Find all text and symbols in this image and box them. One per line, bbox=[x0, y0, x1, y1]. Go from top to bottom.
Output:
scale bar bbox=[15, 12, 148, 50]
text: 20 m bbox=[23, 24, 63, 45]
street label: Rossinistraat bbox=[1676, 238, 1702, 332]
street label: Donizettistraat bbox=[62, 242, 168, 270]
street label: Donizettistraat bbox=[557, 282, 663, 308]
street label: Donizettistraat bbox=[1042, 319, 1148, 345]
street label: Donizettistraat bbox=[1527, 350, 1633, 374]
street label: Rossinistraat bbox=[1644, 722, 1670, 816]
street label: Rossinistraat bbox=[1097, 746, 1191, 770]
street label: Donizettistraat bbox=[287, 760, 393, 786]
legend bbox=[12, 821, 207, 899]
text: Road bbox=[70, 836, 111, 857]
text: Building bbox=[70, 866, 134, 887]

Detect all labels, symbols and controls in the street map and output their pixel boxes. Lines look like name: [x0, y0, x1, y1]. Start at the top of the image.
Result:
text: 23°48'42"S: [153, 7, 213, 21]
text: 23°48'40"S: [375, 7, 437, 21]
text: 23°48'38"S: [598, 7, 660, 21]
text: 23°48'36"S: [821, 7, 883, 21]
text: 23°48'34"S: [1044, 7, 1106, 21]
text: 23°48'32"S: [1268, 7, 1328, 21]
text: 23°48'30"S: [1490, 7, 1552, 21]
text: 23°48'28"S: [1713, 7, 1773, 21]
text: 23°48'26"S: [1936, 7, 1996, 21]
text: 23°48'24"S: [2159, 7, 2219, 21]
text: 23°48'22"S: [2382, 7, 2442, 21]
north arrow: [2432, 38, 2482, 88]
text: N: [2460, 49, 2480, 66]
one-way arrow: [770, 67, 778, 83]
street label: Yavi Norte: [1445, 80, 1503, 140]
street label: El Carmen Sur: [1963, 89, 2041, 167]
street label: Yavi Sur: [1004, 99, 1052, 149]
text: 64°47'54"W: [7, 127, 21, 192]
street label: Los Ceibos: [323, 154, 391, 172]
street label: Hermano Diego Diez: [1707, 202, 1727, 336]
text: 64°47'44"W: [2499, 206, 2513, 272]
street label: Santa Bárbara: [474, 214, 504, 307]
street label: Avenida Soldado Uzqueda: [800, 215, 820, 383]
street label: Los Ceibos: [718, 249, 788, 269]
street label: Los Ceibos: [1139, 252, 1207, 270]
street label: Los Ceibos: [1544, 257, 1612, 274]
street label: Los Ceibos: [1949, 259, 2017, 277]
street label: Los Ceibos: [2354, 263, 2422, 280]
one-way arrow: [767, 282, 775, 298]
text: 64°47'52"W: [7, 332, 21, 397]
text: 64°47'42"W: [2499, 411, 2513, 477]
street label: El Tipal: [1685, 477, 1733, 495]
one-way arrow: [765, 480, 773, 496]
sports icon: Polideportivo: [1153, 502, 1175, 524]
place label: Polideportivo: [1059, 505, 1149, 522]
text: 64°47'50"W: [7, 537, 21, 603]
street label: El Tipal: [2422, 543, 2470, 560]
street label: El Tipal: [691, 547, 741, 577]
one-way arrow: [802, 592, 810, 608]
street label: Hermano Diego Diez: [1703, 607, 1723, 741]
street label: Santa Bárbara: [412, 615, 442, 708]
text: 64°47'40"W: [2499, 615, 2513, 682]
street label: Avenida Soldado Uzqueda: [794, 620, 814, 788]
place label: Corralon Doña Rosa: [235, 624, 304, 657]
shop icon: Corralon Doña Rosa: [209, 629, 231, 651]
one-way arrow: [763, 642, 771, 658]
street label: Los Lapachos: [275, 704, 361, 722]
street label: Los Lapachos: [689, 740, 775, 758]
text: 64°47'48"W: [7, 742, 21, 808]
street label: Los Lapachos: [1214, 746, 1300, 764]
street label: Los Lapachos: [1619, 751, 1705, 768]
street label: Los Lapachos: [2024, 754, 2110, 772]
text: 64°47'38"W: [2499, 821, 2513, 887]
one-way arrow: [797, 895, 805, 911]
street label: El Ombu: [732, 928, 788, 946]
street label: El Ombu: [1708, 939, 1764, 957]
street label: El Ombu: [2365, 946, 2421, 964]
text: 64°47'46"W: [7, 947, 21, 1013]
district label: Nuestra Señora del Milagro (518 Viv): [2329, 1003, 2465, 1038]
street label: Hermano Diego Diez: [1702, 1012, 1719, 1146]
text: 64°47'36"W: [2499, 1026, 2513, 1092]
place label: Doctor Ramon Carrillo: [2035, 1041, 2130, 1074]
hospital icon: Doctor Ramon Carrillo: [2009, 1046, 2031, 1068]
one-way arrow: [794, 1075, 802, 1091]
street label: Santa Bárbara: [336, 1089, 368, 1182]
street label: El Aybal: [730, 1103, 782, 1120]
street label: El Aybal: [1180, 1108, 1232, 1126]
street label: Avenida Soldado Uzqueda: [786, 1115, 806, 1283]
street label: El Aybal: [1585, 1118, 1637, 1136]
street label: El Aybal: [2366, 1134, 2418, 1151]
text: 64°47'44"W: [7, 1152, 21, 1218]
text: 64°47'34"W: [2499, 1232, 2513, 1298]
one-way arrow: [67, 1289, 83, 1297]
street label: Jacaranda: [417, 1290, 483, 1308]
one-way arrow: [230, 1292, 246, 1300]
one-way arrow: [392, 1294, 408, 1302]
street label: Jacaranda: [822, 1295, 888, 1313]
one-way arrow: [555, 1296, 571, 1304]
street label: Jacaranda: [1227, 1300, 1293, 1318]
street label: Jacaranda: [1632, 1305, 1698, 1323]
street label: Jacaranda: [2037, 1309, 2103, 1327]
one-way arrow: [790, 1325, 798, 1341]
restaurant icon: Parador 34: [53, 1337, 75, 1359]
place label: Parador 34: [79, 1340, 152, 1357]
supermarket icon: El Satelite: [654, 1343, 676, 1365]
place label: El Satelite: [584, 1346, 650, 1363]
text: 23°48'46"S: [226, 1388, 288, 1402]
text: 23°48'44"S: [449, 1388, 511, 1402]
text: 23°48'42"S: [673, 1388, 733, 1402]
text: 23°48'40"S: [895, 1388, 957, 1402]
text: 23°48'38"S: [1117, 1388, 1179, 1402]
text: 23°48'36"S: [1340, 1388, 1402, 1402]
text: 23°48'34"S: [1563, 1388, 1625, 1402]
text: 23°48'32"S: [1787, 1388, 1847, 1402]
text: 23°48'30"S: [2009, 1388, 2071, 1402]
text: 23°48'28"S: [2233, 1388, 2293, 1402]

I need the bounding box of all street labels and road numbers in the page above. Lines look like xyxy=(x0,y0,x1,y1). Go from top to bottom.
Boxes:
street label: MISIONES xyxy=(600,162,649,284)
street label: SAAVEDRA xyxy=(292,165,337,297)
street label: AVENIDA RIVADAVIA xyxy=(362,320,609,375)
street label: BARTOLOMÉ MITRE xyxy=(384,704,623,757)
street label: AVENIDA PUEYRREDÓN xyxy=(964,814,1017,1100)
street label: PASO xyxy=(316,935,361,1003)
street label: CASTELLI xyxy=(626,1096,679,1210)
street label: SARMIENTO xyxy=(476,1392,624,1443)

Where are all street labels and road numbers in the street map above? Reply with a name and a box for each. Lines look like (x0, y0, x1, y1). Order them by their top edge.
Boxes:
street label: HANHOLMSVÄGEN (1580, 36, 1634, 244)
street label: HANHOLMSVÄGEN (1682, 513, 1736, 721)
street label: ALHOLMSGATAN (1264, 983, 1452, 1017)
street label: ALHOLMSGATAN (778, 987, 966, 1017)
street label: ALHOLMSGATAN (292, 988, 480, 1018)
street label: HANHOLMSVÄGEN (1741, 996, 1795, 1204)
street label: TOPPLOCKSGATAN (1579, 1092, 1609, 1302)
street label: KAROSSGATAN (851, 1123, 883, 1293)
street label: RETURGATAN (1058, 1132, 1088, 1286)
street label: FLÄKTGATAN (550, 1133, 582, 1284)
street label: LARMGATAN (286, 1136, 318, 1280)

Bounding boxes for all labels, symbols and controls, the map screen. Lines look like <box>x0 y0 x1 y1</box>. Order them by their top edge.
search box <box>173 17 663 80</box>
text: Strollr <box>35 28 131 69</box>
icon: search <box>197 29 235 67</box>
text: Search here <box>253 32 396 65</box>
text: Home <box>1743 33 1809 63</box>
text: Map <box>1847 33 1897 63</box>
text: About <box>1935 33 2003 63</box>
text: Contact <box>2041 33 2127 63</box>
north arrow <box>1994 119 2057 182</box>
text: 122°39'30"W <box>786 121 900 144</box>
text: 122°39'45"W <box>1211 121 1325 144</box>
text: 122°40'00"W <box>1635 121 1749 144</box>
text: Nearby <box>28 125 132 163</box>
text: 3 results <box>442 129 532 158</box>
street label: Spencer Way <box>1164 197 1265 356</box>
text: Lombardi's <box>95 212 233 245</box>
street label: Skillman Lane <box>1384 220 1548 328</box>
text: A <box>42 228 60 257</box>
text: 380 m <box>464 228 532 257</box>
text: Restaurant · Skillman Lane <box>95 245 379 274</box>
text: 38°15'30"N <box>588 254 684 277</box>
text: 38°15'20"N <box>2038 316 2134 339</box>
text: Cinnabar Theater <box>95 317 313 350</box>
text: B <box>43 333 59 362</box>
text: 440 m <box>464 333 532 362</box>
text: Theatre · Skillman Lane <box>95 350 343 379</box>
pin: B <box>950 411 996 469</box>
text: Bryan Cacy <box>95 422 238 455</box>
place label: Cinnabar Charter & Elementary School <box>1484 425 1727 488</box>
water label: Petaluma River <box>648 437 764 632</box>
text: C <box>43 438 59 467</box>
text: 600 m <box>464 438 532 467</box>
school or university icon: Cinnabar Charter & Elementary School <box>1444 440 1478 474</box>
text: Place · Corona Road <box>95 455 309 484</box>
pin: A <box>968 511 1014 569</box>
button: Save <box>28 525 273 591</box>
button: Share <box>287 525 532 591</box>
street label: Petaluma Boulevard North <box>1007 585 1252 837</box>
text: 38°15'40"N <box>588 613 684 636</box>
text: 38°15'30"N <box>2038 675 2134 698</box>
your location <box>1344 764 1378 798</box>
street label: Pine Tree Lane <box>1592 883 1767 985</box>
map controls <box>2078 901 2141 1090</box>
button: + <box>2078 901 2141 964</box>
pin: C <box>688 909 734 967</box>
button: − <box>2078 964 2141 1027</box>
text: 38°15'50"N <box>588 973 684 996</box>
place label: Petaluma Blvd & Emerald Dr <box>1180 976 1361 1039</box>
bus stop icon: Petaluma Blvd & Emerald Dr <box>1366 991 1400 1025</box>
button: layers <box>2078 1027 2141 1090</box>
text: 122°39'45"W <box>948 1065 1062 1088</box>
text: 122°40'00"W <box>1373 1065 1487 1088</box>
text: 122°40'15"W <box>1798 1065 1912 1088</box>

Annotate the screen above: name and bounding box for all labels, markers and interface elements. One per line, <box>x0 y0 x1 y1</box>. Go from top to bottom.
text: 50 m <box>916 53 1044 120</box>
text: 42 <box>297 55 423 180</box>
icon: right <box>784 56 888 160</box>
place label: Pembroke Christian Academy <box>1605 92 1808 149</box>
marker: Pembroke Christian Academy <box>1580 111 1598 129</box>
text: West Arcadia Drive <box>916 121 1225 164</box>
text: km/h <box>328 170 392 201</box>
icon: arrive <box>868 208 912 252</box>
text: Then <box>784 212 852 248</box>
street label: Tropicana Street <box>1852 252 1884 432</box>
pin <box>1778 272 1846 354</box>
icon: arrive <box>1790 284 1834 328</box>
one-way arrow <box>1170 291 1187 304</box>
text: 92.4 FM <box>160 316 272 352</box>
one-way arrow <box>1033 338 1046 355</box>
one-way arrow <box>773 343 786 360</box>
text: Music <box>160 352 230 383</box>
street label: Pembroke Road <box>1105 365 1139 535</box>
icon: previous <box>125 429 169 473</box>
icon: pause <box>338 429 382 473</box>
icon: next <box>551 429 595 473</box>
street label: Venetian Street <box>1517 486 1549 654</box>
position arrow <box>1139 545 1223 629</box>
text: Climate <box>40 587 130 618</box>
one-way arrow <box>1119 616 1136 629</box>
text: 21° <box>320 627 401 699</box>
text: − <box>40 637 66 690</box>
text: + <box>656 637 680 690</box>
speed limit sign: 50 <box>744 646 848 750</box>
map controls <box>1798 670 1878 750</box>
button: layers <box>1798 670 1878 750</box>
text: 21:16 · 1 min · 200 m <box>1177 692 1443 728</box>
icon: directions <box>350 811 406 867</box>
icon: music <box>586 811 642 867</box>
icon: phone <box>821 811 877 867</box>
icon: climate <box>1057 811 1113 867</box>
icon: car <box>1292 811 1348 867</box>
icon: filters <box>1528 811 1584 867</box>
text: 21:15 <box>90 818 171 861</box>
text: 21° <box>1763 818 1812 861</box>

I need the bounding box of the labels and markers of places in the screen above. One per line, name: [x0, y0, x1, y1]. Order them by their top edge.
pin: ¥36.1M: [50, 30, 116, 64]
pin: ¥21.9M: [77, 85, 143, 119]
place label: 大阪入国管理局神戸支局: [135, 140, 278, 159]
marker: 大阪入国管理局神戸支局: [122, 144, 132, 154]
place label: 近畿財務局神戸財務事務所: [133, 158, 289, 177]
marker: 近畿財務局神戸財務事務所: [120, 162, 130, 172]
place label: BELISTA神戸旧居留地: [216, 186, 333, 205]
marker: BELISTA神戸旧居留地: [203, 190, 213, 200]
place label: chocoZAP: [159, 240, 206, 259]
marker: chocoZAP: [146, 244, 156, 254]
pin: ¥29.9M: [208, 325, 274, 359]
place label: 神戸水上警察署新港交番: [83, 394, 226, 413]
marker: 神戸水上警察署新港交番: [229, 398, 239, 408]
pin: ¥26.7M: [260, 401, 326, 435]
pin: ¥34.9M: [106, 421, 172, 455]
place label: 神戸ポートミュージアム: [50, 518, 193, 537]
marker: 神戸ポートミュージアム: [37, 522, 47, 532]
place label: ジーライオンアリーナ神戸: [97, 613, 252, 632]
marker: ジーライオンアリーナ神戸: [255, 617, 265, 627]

About this exercise. Your answer should consist of the lines from the listing that hold the word "Uzqueda".

Response for this exercise.
street label: Avenida Soldado Uzqueda: [800, 215, 820, 383]
street label: Avenida Soldado Uzqueda: [794, 620, 814, 788]
street label: Avenida Soldado Uzqueda: [786, 1115, 806, 1283]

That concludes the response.